Officer Wesler, followed by the others, pursued Mr. Anderson inside the building, up a flight of stairs, and down a long hallway, instructing the Defendant to stop fleeing. (Wesler Body Cam.) As Mr. Anderson ran down the hallway, he grabbed the cross-body bag, pulling it over his head and into his hands in front of his body, where the bag was no longer visible from Officer Wesler's vantage point. (Id.) Officer Wesler then shoved the Defendant from behind, pushing him toward a door at the end of the hallway; the Defendant hit the door and dropped the cross-body bag before briefly reeling back toward the Officer. (Id.) At that time, Officers Wesler and McCabe reached Mr. Anderson and shoved him to the floor, at which point Officers Medina and Vargas struck Mr. Anderson, grabbed at his hands, which he had covering his face and head, and repeatedly said, “Give me your hands.” (Id.; see also Medina Body Cam; McCabe Body Cam.) While Mr. Anderson was being subdued, Officer McCabe searched the cross-body bag and, upon finding that it contained a gun, alerted the other Officers. (McCabe Body Cam.)

Officer Vargas handcuffed Mr. Anderson and placed him under arrest. (Vargas Body Cam.) Mr. Anderson's bag in fact contained a black plastic bag with a firearm, magazine, and ammunition inside it. (Def. Mem. at 3.)

On January 4, 2024, Mr.
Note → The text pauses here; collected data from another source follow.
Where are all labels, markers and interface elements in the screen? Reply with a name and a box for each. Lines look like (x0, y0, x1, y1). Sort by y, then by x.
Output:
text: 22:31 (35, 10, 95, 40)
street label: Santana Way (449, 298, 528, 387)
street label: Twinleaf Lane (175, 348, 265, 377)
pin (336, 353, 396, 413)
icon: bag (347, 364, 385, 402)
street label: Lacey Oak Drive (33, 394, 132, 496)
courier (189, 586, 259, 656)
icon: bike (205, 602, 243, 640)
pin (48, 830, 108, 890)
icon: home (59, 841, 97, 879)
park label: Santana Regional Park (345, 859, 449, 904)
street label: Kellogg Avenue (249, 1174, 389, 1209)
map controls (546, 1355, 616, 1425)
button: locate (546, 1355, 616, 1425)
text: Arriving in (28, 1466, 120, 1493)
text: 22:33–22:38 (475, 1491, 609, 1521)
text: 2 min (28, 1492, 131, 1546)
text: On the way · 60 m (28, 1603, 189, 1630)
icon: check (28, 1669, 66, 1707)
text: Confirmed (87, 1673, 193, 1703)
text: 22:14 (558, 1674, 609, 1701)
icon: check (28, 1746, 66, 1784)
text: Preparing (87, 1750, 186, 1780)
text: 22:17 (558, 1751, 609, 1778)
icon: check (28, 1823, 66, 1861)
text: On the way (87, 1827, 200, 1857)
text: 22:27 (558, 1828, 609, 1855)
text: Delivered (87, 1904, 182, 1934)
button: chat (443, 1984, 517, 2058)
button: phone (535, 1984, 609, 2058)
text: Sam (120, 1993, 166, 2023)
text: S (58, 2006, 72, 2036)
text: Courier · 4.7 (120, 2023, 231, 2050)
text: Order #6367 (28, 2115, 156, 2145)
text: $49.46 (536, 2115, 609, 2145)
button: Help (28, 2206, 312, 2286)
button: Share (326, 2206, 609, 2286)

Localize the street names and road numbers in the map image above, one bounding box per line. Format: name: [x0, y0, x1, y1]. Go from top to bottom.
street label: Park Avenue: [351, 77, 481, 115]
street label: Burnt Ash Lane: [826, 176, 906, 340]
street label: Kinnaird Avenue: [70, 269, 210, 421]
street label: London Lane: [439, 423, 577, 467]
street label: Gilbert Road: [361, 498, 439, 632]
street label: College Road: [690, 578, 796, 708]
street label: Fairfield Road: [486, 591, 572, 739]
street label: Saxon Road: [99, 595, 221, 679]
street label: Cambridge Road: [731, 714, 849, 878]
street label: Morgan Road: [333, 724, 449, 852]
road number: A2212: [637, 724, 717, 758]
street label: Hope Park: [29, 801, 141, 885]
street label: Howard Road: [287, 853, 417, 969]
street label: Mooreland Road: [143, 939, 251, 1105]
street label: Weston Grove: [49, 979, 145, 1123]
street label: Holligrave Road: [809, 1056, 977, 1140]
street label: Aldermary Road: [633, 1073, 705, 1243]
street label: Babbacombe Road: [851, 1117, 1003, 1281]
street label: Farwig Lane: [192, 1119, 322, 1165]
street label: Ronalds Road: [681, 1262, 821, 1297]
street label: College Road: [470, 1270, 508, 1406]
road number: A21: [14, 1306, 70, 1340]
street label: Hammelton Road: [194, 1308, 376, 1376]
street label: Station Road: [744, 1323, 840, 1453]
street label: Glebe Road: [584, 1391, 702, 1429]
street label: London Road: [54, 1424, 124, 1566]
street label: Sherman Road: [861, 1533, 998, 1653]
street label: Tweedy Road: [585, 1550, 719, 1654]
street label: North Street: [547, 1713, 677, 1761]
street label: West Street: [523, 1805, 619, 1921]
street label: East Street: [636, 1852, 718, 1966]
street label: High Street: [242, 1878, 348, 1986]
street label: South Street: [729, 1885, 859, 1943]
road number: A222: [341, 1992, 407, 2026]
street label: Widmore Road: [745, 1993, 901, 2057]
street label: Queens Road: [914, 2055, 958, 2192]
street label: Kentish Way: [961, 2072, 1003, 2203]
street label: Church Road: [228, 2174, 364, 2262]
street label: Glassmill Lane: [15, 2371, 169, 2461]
Anderson was indicted for possessing a firearm after having been previously convicted of a felony, in violation of 18 U.S.C. Section 922(g). (Indictment.) On February 9, 2024, the Defense filed the instant motions challenging the admissibility of evidence seized during Mr. Anderson's arrest, as well as the constitutionality of the statute under which Mr. Anderson is charged in the Indictment.

Discussion Motion to Suppress

To defeat a suppression motion, the Government must establish that the challenged search was constitutional, “by a preponderance of the evidence.” United States v. Matlock, 415 U.S. 164, 177 n. 14 (1974).

Evidentiary hearing

“[A]n evidentiary hearing on a motion to suppress ordinarily is required if the moving papers are sufficiently definite, specific, detailed, and nonconjectural to enable the court to conclude that contested issues of fact going to the validity of the search are in question.” United States v. Pena, 961 F.2d 333, 339 (2d Cir. 1992) (internal citation omitted). Still, “without specification of the factual basis” that supports suppression, “the district court is not required to have a hearing.” United States v. Mathurin, 148 F.3d 68, 69 (2d Cir. 1998); see also United States v. Viscioso, 711 F.Supp. 740, 745 (S.D.N.Y. 1989) (“A hearing is not required if the defendant's statements are general, conclusory or based on conjecture.”). A defendant “bears the initial burden of establishing, by an affidavit of someone with personal knowledge of the underlying facts, that there are, in fact, disputed issues of material facts.” United States v. Dixon, No. 20-CR-368-NSR, 2021 WL 106419, at *4 (S.D.N.Y. Jan. 12, 2021) (citation omitted).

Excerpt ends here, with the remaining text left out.